Une centrale électrique en Islande traite le dioxyde de carbone en le transformant en roche





Le monde a un problème de dioxyde de carbone. Et bien qu'il y ait beaucoup d'idées sur la façon de réduire la quasi- 40 milliards de tonnes du gaz que l'humanité rejette chaque année dans l'atmosphère, on vient de recevoir un coup de pouce : l'enterrer.

Depuis 2012, Reykjavík Energy CarbFix projet en Islande injecte du dioxyde de carbone sous terre d'une manière qui le convertit en roche afin qu'il ne puisse pas s'échapper.
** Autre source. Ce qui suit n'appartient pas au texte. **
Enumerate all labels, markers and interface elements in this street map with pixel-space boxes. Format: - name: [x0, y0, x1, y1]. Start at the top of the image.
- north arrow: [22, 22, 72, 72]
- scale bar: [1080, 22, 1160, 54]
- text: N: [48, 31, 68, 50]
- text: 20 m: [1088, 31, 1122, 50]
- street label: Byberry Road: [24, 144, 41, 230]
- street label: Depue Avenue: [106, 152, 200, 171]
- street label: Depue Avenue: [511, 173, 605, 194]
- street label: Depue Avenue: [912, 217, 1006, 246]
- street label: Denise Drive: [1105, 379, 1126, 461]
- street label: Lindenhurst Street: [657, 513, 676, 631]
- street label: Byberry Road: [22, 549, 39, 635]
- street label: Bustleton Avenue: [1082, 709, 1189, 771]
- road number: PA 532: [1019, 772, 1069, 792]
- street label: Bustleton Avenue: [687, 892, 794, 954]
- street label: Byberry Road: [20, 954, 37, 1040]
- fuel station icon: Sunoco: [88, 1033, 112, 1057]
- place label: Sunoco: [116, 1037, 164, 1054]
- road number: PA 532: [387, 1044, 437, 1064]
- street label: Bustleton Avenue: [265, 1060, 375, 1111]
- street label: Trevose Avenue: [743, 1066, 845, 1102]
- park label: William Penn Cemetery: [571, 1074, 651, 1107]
Ce type de séquestration du carbone a déjà été essayé, mais comme les chercheurs travaillant sur le projet rapportent aujourd'hui dans la revue La science , le processus de minéralisation du dioxyde de carbone se produit beaucoup plus rapidement que prévu, confirmant les rapports précédents et éclairant les perspectives de mise à l'échelle de cette technologie.
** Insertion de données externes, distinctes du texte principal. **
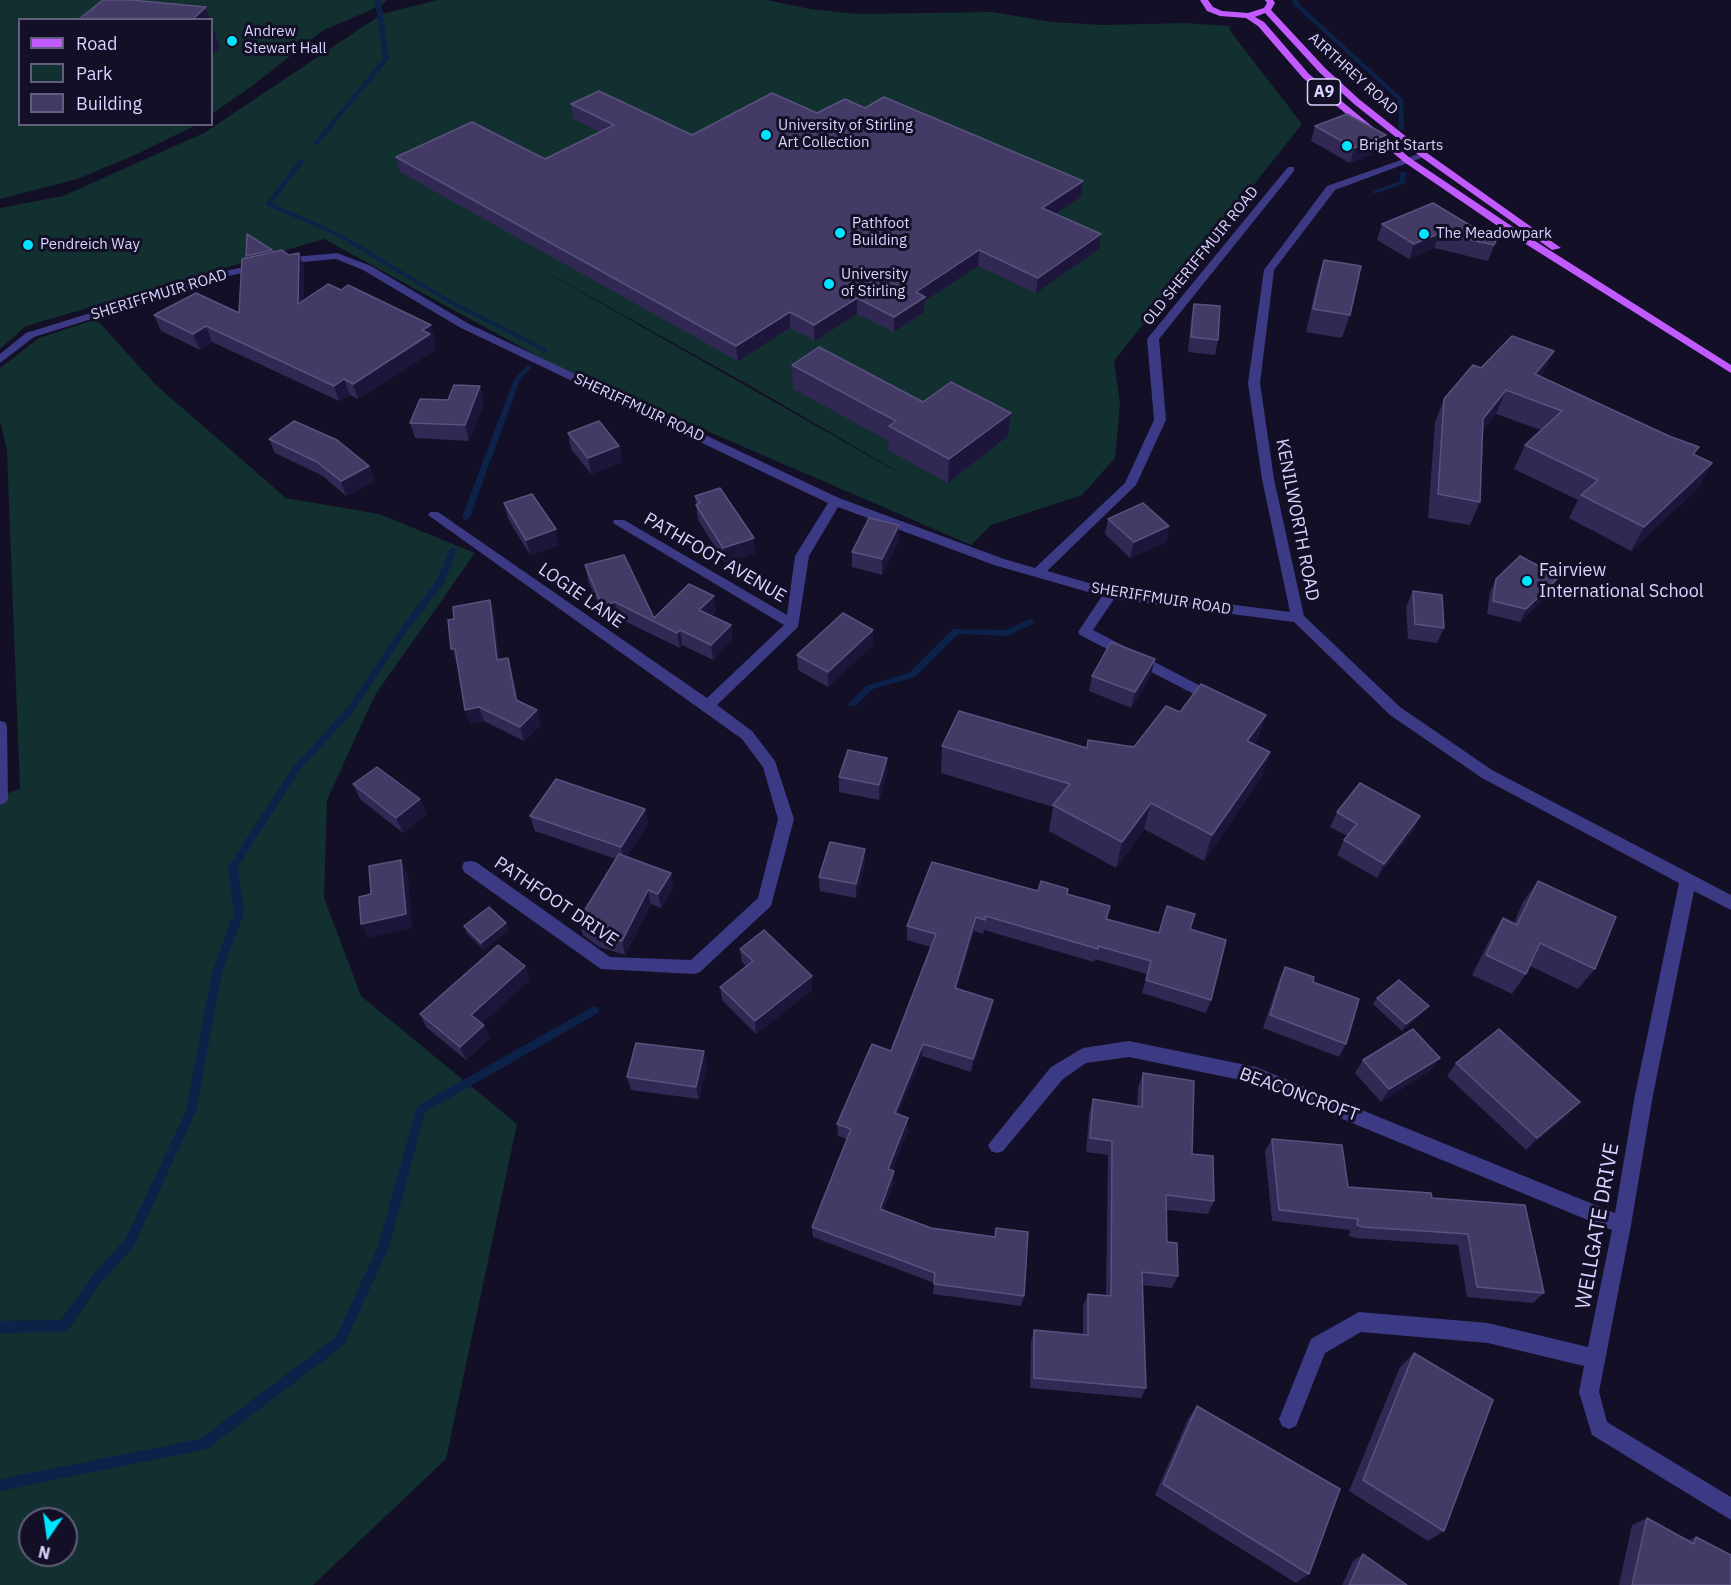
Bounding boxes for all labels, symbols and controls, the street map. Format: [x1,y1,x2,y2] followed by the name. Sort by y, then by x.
[18,18,213,126] legend
[244,23,327,58] place label: Andrew Stewart Hall
[1305,29,1401,119] street label: AIRTHREY ROAD
[76,32,117,55] text: Road
[225,34,239,48] marker: Andrew Stewart Hall
[76,62,112,85] text: Park
[1308,79,1340,105] road number: A9
[76,92,142,115] text: Building
[778,117,913,152] place label: University of Stirling Art Collection
[759,128,773,142] marker: University of Stirling Art Collection
[1359,137,1443,155] place label: Bright Starts
[1340,139,1354,153] marker: Bright Starts
[1140,183,1262,329] street label: OLD SHERIFFMUIR ROAD
[852,215,910,250] place label: Pathfoot Building
[1436,225,1552,243] place label: The Meadowpark
[833,226,847,240] marker: Pathfoot Building
[1417,227,1431,241] marker: The Meadowpark
[40,236,140,254] place label: Pendreich Way
[21,238,35,252] marker: Pendreich Way
[89,266,229,324] street label: SHERIFFMUIR ROAD
[841,266,908,301] place label: University of Stirling
[822,277,836,291] marker: University of Stirling
[571,370,707,446] street label: SHERIFFMUIR ROAD
[1271,437,1323,603] street label: KENILWORTH ROAD
[640,508,790,608] street label: PATHFOOT AVENUE
[534,559,628,633] street label: LOGIE LANE
[1539,560,1704,602] place label: Fairview International School
[1520,574,1534,588] marker: Fairview International School
[1090,579,1232,619] street label: SHERIFFMUIR ROAD
[490,852,622,952] street label: PATHFOOT DRIVE
[1236,1063,1362,1127] street label: BEACONCROFT
[1571,1141,1625,1311] street label: WELLGATE DRIVE
[18,1507,78,1567] north arrow
[37,1542,52,1564] text: N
Le paysage volcanique de l'Islande regorge de basalte. L'injection de dioxyde de carbone et d'eau en profondeur permet au mélange de réagir avec le calcium, le magnésium et le fer dans le basalte, le transformant en minéraux carbonatés comme le calcaire.



Le chef de projet Juerg Matter se tient près du puits d'injection lors de l'injection initiale du projet CarbFix.
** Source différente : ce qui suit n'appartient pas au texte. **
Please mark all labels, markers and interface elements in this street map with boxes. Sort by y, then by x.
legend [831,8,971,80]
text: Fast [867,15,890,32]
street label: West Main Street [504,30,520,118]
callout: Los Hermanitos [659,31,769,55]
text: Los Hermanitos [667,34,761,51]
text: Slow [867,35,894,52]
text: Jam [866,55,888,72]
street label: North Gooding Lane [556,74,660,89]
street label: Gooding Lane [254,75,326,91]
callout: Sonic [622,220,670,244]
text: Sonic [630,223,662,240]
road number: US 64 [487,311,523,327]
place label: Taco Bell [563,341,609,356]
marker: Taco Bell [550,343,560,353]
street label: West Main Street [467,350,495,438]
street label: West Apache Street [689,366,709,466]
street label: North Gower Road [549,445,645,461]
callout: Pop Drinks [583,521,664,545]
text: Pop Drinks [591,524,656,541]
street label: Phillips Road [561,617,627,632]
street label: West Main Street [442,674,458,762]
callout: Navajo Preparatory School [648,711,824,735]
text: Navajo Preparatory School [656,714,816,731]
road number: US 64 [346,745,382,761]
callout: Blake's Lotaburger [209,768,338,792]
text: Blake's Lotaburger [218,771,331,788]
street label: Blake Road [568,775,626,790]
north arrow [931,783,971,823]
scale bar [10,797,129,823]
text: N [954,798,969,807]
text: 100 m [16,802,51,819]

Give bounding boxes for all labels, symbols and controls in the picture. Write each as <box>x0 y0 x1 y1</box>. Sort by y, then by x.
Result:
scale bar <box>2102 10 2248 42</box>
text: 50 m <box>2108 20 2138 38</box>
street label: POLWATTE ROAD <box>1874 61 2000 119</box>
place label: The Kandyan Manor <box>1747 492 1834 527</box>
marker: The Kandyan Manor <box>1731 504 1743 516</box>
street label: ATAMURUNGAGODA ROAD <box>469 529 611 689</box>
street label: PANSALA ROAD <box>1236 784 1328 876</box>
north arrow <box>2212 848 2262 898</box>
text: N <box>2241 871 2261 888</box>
Les méthodes conventionnelles de stockage souterrain du dioxyde de carbone le pressurisent et le chauffent pour former un fluide supercritique, lui conférant les propriétés à la fois d'un liquide et d'un gaz. Tout en rendant le dioxyde de carbone plus facile à injecter dans le sol, généralement dans un ancien réservoir de pétrole ou de gaz, cela comporte un risque plus élevé qu'il puisse s'échapper dans l'atmosphère par des fissures dans la roche.

CarbFix récupère le dioxyde de carbone de la centrale géothermique d'Hellisheidi, la plus grande au monde, qui utilise de l'eau chauffée par des volcans pour alimenter des turbines. Le processus produit 40 000 tonnes de dioxyde de carbone par an, ainsi que du sulfure d'hydrogène, tous deux naturellement présents dans l'eau.



Le site d'injection pilote de CarbFix en mars 2011.

La nouvelle étude montre que plus de 95% du matériau injecté s'est transformé en roche en moins de deux ans. Personne ne s'attendait à ce que ce soit aussi rapide, déclare Edda Aradóttir, chef de projet chez CarbFix. Le projet stocke déjà 5 000 tonnes sous terre par an, ce qui en fait le plus grand de son genre. De nouveaux équipements en cours d'installation cet été visent à doubler le rythme de stockage.

Aradóttir dit que CarbFix dépense 30 dollars par tonne pour capturer et injecter le dioxyde de carbone, contre 65 à 100 dollars par tonne pour la méthode conventionnelle. Une grande partie de ces économies provient du fait qu'il n'est pas nécessaire de purifier le dioxyde de carbone ; celui-ci et le sulfure d'hydrogène sont simplement mélangés à de l'eau supplémentaire et injectés sous terre.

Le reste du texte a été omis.